Die Patientinnen, die man nur operiert, haben meist weniger Beschwerden im Bereich der Geschlechtsorgane als die Patientinnen, die bestrahlt werden müssen. Es bestehen neben den oben genannten körperlichen Beschwerden, die als Folge der Behandlung auftreten, auch Ängste, die unbegründet sind wie z. B. die Angst vor einer starken Blutung, die Angst, durch den Geschlechtsverkehr einen Rückfall zu bekommen oder die Angst, den Partner anzustecken. Hier kann man die betroffenen Frauen beruhigen und ihnen die Angst nehmen.
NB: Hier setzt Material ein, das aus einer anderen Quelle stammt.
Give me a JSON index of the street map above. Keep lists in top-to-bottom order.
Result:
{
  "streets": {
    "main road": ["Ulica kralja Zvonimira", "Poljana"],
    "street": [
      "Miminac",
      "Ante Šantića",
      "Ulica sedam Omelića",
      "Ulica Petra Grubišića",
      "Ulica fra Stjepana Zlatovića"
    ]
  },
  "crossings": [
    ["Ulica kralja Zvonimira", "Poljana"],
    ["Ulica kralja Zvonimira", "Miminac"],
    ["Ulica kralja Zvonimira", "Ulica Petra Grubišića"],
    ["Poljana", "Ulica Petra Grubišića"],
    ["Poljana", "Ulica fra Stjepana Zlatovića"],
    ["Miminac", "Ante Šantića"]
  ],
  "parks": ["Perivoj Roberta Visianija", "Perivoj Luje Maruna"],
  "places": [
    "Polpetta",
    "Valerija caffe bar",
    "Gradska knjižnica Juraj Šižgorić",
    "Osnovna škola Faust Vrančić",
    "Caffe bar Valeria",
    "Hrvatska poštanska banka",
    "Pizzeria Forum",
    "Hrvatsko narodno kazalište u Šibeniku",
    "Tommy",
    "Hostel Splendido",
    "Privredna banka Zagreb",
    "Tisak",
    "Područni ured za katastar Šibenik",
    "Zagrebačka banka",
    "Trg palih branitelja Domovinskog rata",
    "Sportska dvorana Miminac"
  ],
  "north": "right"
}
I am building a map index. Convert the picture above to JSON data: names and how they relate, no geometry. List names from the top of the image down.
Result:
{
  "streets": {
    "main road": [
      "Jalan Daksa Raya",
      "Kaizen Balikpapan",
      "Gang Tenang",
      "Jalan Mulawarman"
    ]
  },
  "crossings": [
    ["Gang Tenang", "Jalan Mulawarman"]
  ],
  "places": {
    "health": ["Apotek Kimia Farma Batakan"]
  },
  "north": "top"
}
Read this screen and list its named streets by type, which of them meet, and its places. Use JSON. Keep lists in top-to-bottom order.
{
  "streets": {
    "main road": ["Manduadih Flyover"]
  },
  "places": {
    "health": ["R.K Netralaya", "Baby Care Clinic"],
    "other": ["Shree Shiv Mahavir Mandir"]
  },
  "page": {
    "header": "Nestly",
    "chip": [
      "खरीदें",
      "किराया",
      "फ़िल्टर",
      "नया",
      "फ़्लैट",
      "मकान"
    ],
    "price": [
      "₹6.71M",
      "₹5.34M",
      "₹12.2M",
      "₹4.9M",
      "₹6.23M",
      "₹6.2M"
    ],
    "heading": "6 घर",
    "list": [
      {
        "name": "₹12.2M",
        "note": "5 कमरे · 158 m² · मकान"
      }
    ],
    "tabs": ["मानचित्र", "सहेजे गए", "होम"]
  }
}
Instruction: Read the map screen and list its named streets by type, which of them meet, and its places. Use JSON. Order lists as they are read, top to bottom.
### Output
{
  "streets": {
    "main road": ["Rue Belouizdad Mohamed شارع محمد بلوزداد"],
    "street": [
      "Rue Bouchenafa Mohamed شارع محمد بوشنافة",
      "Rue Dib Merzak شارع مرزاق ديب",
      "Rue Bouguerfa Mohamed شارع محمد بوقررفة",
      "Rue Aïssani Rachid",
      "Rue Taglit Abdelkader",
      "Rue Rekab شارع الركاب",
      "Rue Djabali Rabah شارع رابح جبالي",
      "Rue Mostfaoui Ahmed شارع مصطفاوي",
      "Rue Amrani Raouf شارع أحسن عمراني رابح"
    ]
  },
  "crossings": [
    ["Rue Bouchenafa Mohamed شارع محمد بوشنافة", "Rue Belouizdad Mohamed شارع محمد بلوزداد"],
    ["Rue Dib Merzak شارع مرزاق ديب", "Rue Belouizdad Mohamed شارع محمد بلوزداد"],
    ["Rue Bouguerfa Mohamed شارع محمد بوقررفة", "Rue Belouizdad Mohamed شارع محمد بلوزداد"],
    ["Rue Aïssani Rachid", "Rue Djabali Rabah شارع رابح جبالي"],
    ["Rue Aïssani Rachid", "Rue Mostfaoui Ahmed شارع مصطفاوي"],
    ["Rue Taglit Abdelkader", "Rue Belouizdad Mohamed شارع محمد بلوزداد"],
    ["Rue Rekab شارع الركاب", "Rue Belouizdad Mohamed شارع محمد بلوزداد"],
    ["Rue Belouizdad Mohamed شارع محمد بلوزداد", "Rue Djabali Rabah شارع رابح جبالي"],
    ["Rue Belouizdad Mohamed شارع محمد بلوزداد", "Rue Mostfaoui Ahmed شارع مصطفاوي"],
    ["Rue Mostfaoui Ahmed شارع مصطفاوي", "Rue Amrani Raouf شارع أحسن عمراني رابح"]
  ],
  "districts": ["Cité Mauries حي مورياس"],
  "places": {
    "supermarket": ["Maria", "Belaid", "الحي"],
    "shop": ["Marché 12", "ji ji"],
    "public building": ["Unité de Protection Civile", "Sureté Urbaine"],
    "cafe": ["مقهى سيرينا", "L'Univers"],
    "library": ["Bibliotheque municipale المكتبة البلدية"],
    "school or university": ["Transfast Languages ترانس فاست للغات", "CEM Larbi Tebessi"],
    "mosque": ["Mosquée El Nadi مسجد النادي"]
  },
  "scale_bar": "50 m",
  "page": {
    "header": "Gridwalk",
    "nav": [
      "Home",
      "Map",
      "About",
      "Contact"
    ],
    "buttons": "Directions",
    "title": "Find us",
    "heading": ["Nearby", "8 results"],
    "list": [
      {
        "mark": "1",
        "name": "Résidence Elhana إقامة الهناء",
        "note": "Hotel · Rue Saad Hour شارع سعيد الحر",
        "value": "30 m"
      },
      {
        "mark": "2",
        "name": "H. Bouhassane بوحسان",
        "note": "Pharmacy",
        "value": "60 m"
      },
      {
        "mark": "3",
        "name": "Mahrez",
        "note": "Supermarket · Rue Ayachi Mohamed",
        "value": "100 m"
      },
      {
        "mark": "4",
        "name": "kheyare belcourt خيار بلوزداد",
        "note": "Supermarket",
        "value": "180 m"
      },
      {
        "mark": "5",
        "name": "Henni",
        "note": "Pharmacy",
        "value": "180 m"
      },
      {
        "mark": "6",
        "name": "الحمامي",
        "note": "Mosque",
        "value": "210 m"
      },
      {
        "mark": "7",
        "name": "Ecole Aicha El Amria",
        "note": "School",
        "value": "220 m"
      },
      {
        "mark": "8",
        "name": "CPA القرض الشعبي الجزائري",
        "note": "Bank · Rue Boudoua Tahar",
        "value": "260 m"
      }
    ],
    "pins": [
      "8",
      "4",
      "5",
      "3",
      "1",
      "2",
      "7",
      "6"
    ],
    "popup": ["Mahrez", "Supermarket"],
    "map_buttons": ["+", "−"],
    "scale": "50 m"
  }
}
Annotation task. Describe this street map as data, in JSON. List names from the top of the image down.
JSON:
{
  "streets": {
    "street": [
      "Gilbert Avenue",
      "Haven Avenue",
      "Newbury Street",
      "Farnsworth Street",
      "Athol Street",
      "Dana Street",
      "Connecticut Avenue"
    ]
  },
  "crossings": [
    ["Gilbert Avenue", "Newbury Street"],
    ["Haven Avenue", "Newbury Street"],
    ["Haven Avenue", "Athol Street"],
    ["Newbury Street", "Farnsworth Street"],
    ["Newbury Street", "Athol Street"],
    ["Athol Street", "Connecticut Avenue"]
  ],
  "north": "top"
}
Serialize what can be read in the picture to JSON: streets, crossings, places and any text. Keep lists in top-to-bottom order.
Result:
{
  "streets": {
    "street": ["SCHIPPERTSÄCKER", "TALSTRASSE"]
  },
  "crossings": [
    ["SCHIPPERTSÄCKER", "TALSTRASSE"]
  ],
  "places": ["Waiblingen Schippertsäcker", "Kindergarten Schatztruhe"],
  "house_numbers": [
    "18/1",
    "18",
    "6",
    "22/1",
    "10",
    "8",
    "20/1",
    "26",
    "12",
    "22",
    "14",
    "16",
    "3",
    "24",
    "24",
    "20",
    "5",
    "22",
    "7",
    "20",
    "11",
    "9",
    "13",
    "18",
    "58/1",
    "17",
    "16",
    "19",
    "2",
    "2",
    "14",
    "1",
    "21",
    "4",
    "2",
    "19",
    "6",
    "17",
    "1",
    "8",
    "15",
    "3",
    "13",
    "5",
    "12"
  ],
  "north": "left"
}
Auch sollte man ihnen raten, gleich nach Abheilung einen Vaginaldilatator zu verwenden, ein sanftes Gerät zur Dehnung, das, rechtzeitig eingesetzt, einer zu starken Verengung und Schrumpfung der Scheide vorbeugen kann. Psychologische Hilfe sollte bei Problemen seelischer Art immer in Anspruch genommen werden.

Risiken der Behandlung

Neben den allgemeinen Operationsrisiken können schmerzhafte Narben innen und außen zurückbleiben. Wie bei jeder Bauchoperation kann es zu einem Verwachsungsbauch kommen. Nerven können geschädigt oder verletzt werden und zu Gefühlsstörungen oder Funktionsstörungen von Organen führen wie z. B. Problemen mit der Blasenentleerung. Wenn gleichzeitig die Eierstöcke entfernt werden, kann es zu Wechseljahrsbeschwerden kommen. Wird bestrahlt, können Probleme der Scheide wie erhöhte Empfindlichkeit und Trockenheit, Schmerzen beim Geschlechtsverkehr ( in bis zu 50 % der Fälle), Probleme der Blase wie chronische Blasenentzündungen (Strahlencystitis) oder des Darmes wie chronische Darmentzündungen (Strahlencolitis) auftreten.

Vorbeugung;

Es wurde ein Impfstoff gegen Papillomviren entwickelt, der die Typen HPV 6, 11, 16 und 18 erfasst und für 3 Jahre einen Impfschutz bietet. Er wird zu den Zeitpunkten 0,2 und 6 Monate geimpft. Die häufigsten unerwünschten Nebenwirkungen waren Beschwerden an der Injektionsstelle und Fieber. Er sollte Frauen bereits vor dem 15. Lebensjahr verabreicht werden, bevor sie sexuell aktiv sind.